== Task prompt ==
All lines holding the word "content" should be located in the records and copied.

# # #

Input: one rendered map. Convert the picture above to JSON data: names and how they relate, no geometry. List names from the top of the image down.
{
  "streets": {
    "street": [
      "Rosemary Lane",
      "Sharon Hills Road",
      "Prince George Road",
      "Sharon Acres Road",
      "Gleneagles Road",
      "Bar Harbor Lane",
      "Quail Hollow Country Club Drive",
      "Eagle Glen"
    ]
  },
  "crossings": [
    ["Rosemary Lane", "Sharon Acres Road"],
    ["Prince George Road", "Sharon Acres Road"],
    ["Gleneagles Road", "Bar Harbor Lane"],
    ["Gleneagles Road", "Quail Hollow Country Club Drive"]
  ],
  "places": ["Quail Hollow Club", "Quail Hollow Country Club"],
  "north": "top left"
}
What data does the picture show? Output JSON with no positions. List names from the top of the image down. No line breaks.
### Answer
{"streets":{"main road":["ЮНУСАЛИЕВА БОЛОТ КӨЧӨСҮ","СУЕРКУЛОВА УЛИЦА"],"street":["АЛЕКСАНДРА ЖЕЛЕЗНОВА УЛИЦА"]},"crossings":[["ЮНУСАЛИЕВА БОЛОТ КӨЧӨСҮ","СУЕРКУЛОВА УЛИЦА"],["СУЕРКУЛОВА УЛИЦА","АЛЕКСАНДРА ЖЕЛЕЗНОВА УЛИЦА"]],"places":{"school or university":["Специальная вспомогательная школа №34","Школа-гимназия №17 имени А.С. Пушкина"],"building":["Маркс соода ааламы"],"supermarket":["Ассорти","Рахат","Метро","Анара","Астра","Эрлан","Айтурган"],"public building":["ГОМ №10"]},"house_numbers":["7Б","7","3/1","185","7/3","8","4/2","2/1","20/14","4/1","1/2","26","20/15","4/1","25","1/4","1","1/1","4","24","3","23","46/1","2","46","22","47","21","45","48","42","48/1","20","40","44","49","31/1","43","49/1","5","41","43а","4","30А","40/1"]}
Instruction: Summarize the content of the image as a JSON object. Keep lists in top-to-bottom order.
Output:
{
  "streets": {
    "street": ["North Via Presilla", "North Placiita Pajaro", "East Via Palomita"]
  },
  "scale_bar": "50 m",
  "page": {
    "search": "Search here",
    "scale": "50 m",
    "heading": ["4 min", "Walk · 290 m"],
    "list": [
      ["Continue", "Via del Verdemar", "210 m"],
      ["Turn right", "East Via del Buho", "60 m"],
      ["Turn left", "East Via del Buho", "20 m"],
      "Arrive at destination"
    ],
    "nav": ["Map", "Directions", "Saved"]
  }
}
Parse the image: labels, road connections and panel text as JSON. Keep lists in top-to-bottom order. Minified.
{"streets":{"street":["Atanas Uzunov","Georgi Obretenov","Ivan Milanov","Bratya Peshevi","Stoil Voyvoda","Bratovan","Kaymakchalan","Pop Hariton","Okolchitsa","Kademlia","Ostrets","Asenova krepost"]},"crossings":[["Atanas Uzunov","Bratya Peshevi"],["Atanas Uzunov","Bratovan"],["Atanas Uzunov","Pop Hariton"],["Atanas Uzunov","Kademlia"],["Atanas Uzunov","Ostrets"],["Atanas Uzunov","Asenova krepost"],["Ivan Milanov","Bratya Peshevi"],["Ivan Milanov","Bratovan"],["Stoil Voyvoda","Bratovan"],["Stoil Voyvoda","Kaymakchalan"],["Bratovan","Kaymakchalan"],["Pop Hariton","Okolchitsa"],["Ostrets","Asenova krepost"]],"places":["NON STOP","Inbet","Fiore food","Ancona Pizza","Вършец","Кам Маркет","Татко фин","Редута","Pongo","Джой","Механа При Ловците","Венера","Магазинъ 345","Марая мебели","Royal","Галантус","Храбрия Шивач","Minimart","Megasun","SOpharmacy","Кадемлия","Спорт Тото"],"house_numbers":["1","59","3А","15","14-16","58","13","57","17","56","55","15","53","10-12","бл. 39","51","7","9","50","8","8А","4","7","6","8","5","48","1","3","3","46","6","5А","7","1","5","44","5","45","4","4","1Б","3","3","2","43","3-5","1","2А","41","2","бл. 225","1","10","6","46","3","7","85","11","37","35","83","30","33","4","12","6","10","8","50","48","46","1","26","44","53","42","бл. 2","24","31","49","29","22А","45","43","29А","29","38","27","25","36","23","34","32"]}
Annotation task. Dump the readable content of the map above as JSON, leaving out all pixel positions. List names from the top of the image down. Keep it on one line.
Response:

# # #

== The completed task ==
Instruction: Summarize the content of the image as a JSON object. Keep lists in top-to-bottom order.
Annotation task. Dump the readable content of the map above as JSON, leaving out all pixel positions. List names from the top of the image down. Keep it on one line.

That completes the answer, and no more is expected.